Auch im Karnevalsverein der DLRG Köln-Mitte war Roth aktiv; er hielt die traditionellen Kostümbälle auf Video fest. Beim Ball im Januar 2001 fühlte er sich mit einem Mal seltsam schlapp. Am nächsten Tag der Schock: „Ich kam nicht mehr aus dem Bett, meine rechte Seite war gelähmt“, erzählte er 2003 dem „Kölner Stadt-Anzeiger“. Die Ärzte vermuteten einen Schlaganfall. Zwei Tage später konnte er auch die linke Körperhälfte nicht mehr bewegen.

Nach neun Wochen im Krankenhaus, wo seine Stimme durch einen Luftröhrenschnitt nachhaltig in Mitleidenschaft gezogen wurde, verbrachte er elf Monate in einer Reha-Klinik. Allmählich konnte er den linken Arm wieder bewegen. „Als mein Mann an Myelitis erkrankte und absehbar war, dass er nicht wieder gesund würde, war für mich klar, dass ich in jedem Fall bei ihm bleiben wollte“, sagt Angelika Roth. Innerhalb von Weidenpesch zogen sie in eine barrierefreie Wohnung um. In Erinnerung an ihre erste Begegnung heirateten sie am 29. Juni 2004.

Das Paar war viel unterwegs, unternahm Ausflüge und auch Reisen. Bis 2017 rollte Wolfgang Roth als Mitglied des Karnevalsvereins bei den Schull- und Veedelszöch mit. Viel lag ihm auch am Vettern- und Cousinentreffen, das er einmal im Jahr organisierte. „Er war ein großer Kümmerer, auch nach seiner Erkrankung“, sagt Cousine Marieluise Peters.

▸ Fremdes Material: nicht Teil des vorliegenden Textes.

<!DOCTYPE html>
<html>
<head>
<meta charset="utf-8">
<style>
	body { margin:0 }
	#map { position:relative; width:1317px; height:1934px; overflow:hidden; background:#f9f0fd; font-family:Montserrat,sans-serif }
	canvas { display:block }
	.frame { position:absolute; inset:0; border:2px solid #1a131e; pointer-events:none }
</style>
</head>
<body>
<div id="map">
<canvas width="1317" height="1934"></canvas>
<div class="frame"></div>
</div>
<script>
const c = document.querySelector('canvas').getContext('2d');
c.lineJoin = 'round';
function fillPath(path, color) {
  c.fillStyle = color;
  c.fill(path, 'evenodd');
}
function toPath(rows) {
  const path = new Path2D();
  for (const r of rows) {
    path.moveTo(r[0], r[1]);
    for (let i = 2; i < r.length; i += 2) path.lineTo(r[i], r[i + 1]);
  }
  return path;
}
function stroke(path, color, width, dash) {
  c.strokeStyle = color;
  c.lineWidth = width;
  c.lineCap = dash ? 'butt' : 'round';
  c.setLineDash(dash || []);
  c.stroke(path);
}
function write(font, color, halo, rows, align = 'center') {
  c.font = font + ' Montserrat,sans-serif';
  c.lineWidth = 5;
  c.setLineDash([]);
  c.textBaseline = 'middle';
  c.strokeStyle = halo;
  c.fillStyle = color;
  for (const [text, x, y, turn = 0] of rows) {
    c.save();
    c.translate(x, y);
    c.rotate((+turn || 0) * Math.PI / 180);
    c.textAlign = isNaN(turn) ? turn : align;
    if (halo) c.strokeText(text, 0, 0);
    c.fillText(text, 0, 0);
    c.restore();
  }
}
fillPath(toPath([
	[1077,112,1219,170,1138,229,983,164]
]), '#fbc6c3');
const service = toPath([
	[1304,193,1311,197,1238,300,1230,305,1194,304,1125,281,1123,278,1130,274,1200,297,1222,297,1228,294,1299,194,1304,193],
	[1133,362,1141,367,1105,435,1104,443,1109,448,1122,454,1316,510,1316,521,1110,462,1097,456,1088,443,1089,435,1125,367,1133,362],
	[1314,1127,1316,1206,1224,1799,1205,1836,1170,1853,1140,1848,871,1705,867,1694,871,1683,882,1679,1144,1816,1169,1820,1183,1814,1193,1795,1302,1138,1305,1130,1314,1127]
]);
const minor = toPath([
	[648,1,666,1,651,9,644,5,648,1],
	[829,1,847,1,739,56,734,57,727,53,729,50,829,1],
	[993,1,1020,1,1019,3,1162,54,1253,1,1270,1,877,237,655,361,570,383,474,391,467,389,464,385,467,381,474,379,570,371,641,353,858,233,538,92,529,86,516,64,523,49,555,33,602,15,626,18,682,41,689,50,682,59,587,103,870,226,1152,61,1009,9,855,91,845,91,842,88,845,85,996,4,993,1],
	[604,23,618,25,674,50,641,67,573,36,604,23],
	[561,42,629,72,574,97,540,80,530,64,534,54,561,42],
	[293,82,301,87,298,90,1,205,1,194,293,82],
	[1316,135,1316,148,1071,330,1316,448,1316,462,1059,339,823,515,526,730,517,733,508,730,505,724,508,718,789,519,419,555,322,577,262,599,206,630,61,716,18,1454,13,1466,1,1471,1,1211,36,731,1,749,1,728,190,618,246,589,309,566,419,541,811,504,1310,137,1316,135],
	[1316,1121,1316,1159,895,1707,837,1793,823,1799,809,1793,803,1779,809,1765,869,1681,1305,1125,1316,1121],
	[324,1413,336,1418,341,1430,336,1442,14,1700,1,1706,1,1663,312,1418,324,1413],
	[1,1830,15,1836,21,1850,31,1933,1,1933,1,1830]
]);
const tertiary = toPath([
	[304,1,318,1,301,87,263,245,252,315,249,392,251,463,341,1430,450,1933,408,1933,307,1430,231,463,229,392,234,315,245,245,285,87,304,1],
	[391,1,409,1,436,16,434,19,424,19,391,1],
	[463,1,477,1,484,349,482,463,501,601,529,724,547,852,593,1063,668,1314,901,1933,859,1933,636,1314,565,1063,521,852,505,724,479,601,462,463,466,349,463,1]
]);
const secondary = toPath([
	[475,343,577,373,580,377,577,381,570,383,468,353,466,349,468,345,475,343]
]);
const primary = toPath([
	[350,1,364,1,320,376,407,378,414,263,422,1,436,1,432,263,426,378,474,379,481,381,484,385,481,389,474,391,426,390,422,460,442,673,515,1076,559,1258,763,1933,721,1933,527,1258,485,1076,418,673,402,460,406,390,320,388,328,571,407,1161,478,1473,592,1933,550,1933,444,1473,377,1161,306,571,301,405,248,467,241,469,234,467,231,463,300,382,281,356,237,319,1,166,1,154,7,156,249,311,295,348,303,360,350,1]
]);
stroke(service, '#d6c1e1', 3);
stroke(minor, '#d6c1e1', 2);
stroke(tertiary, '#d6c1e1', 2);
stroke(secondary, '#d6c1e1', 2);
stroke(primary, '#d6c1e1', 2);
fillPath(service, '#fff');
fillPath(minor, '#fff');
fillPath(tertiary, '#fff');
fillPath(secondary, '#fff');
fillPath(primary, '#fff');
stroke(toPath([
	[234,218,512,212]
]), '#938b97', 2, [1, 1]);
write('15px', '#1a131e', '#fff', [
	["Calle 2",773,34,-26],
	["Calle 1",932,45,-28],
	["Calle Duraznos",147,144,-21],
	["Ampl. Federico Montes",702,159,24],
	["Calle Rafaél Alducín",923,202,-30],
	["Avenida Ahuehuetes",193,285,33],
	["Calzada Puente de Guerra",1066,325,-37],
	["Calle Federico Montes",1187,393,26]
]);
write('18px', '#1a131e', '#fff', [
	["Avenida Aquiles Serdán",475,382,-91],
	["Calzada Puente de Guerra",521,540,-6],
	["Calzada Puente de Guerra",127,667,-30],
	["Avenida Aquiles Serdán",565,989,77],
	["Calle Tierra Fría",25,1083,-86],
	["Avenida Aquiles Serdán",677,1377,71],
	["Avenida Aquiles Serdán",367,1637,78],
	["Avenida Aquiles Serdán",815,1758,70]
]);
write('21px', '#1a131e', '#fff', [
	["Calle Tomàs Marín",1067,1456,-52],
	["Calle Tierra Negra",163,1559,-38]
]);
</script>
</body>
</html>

Fans erinnern noch an die Schlagerrallye

„Er hat sich mit der Krankheit arrangiert“, sagt Bernd Jann. „Er hat seinen Willen, seinen Mut und seinen Humor nie verloren.“ Michael Leding spricht von der „Wahnsinnskraft“ seines Freundes, und Sabine Steßgen sagt, er habe „sein Leben gut in den Griff gekriegt.“ Eines Abends ging es ihm plötzlich schlecht. Im Krankenhaus wurde eine Entzündung der Bauchspeicheldrüse diagnostiziert. Drei Tage später starb Wolfgang Roth an den Folgen. Seine Frau durfte ihn bis zu seinem Tod nicht mehr sehen. „Ich bin froh und dankbar, dass ich so viele Jahre Teil seines Lebens sein durfte“, sagt sie.